#### [Records from a collection]
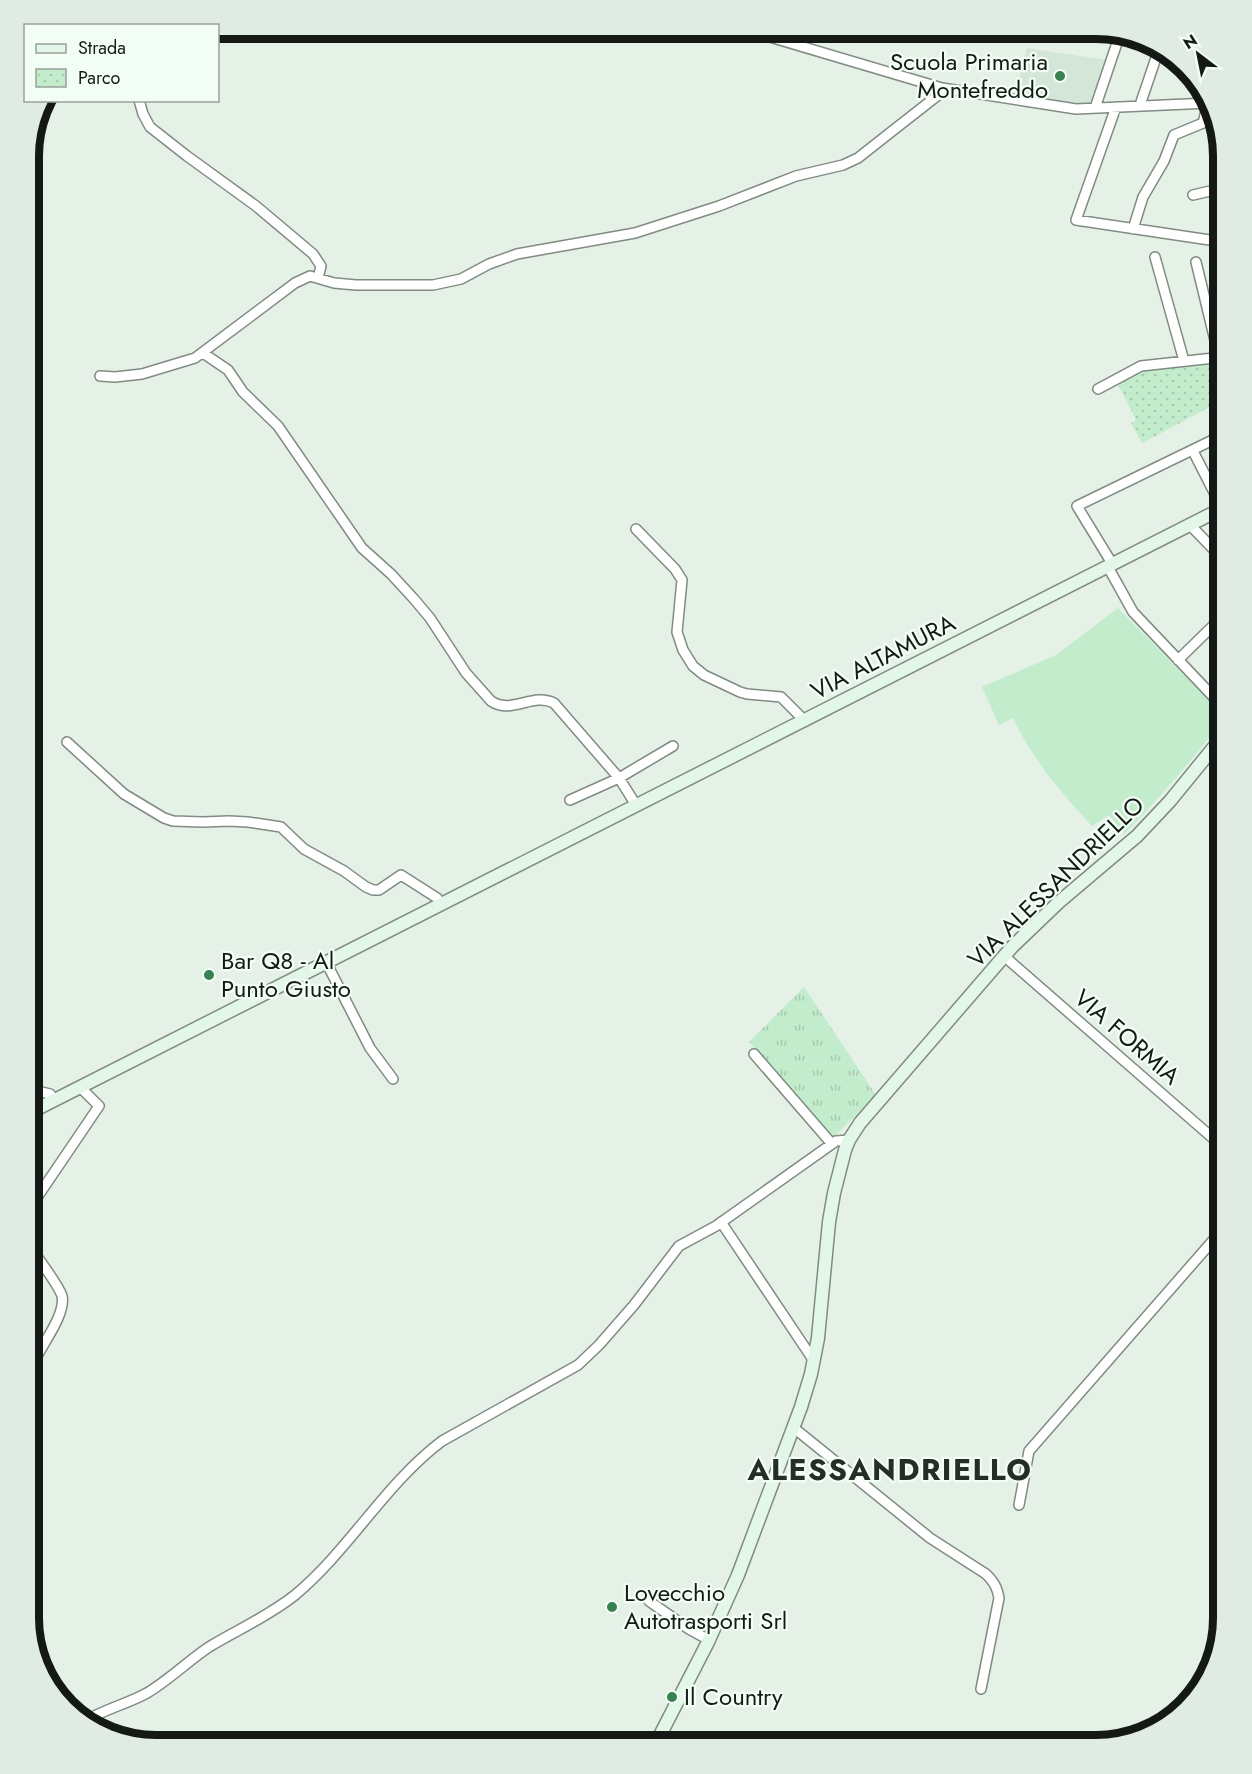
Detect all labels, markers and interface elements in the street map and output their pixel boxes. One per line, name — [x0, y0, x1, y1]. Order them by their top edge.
legend — [24, 24, 219, 102]
north arrow — [1168, 24, 1228, 84]
text: N — [1179, 29, 1202, 55]
text: Strada — [78, 35, 126, 61]
place label: Scuola Primaria Montefreddo — [890, 44, 1048, 107]
text: Parco — [78, 65, 120, 91]
marker: Scuola Primaria Montefreddo — [1053, 69, 1067, 83]
street label: VIA ALTAMURA — [804, 605, 961, 708]
street label: VIA ALESSANDRIELLO — [959, 788, 1152, 976]
place label: Bar Q8 - Al Punto Giusto — [221, 943, 351, 1006]
marker: Bar Q8 - Al Punto Giusto — [202, 968, 216, 982]
street label: VIA FORMIA — [1067, 981, 1188, 1093]
district label: ALESSANDRIELLO — [747, 1448, 1032, 1491]
place label: Lovecchio Autotrasporti Srl — [624, 1575, 787, 1638]
marker: Lovecchio Autotrasporti Srl — [605, 1600, 619, 1614]
place label: Il Country — [684, 1679, 783, 1714]
marker: Il Country — [665, 1690, 679, 1704]

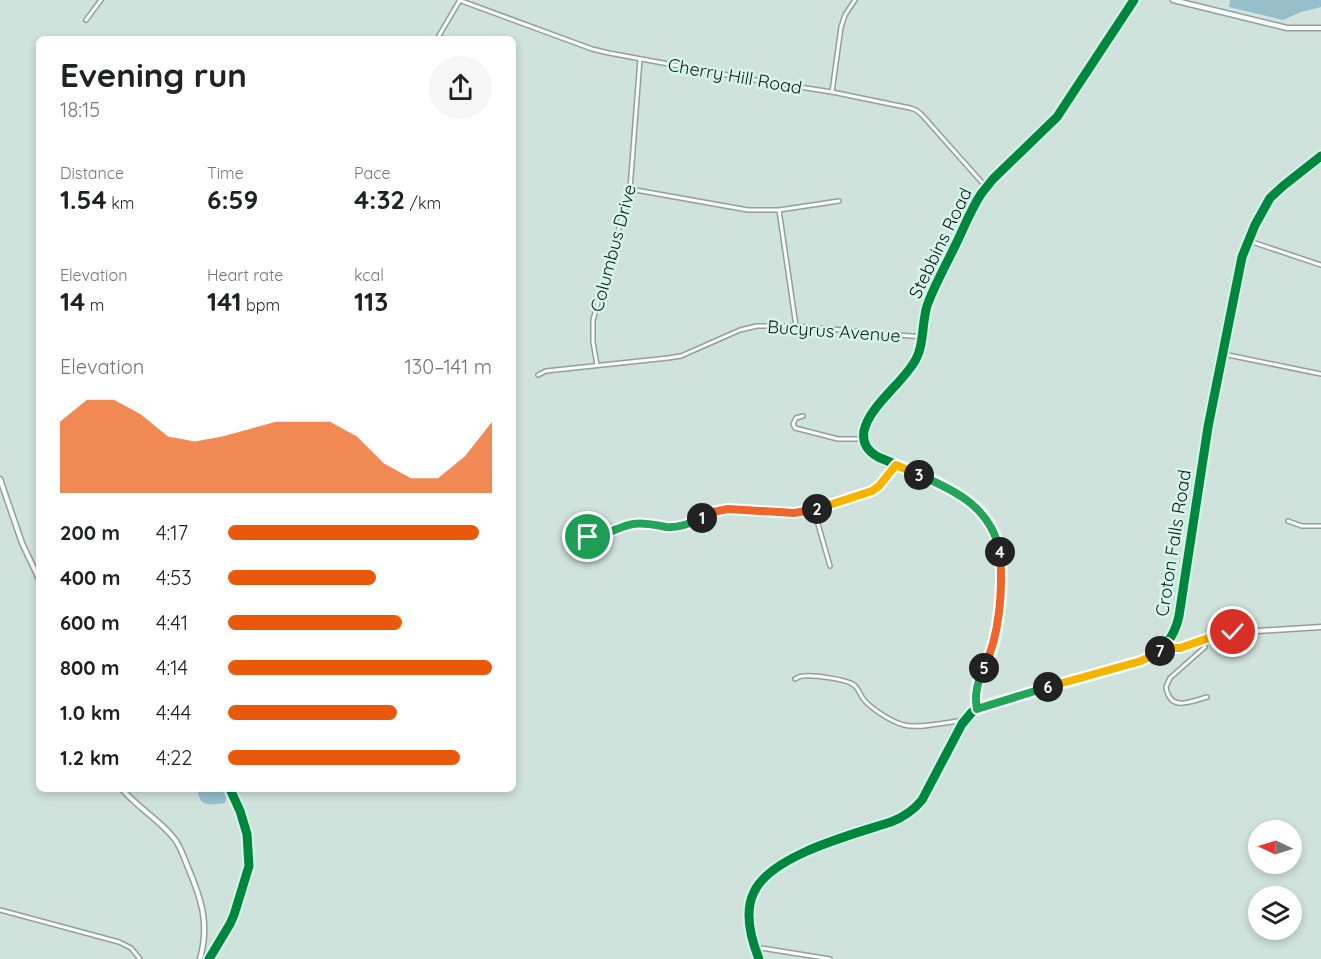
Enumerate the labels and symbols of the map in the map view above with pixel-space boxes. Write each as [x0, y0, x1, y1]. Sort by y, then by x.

#### [TASK TO COMPLETE]
Output a verbatim copy of the entries and skip the pictures.

#### [REPLY]
Detect all labels, markers and interface elements in the street map and output their pixel boxes. One per line, name — [x0, y0, x1, y1]. Order them by their top edge.
legend — [24, 24, 219, 102]
north arrow — [1168, 24, 1228, 84]
text: N — [1179, 29, 1202, 55]
text: Strada — [78, 35, 126, 61]
place label: Scuola Primaria Montefreddo — [890, 44, 1048, 107]
text: Parco — [78, 65, 120, 91]
marker: Scuola Primaria Montefreddo — [1053, 69, 1067, 83]
street label: VIA ALTAMURA — [804, 605, 961, 708]
street label: VIA ALESSANDRIELLO — [959, 788, 1152, 976]
place label: Bar Q8 - Al Punto Giusto — [221, 943, 351, 1006]
marker: Bar Q8 - Al Punto Giusto — [202, 968, 216, 982]
street label: VIA FORMIA — [1067, 981, 1188, 1093]
district label: ALESSANDRIELLO — [747, 1448, 1032, 1491]
place label: Lovecchio Autotrasporti Srl — [624, 1575, 787, 1638]
marker: Lovecchio Autotrasporti Srl — [605, 1600, 619, 1614]
place label: Il Country — [684, 1679, 783, 1714]
marker: Il Country — [665, 1690, 679, 1704]

Enumerate the labels and symbols of the map in the map view above with pixel-space boxes. Write each as [x0, y0, x1, y1]. Sort by y, then by x.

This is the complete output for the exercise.